Begin simplifying CrossAttention so that it works better on the Apple Neural Engine by MatthewWaller · Pull Request #691 · huggingface/diffusers

MatthewWaller · 2022-09-30T17:00:30Z

Hi folks,

I converted this CrossAttention portion with coremltools, and it does in fact remove about 4 reshape operation and a few transposes, getting down to, 4 transposes and 4 reshapes left.

Unfortunately, it seems that is still too many to compile on the ANE.

Any ideas about what else I could do to simplify this? I took a stab at using another einsum for the attn and value matmul, but I don't think I was doing it correctly.

Update repo with main

MatthewWaller · 2022-09-30T17:01:07Z

cc: @patrickvonplaten @pcuenca

HuggingFaceDocBuilderDev · 2022-09-30T17:04:22Z

The documentation is not available anymore as the PR was closed or merged.

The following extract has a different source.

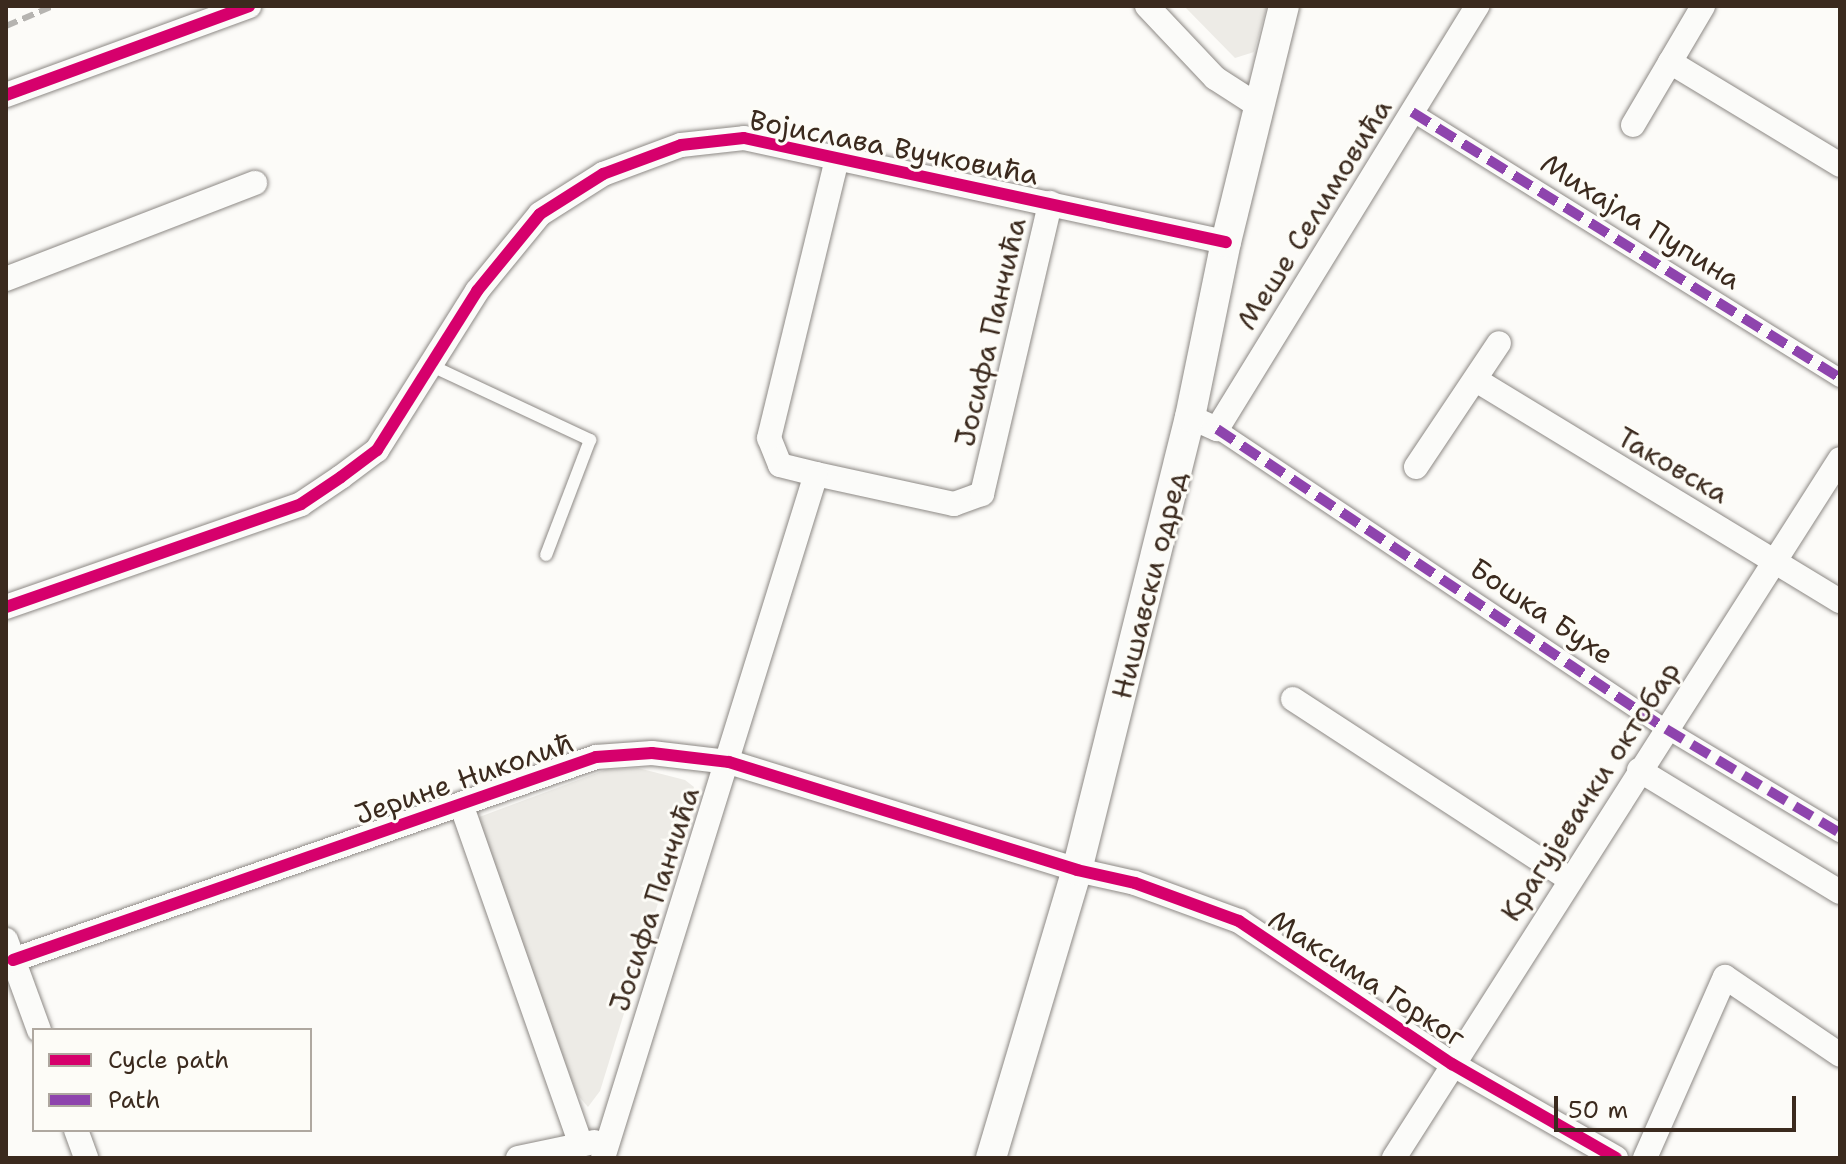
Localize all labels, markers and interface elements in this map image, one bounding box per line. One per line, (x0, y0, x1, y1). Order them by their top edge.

patrickvonplaten · 2022-10-03T21:17:41Z

src/diffusers/models/attention.py

-        hidden_states = self.reshape_batch_dim_to_heads(hidden_states)
-        return hidden_states
+        batch_size, sequence_length, heads, last_dim = query.shape
+        attn = torch.einsum("bjhd,bihd->bhji", query, key)


I think we moved away from einsum for speed and ONNX-compatibility cc @NouamaneTazi @anton-l no?

In my experiments, einsum is equivalent to matmul in terms for speed, and both support jitting.
I believe we moved away from it because of some MPS compatibility issues. cc @pcuenca

MatthewWaller · 2022-10-13T20:32:30Z

Yeah, this is going to take more investigation. More experimenting has revealed that this may not be the exact pain point for ANE.

I know that einsum can cause problems for certain types. Only two versions were natively supported by coremltools for instance. This one is one of the ones that should work no problem.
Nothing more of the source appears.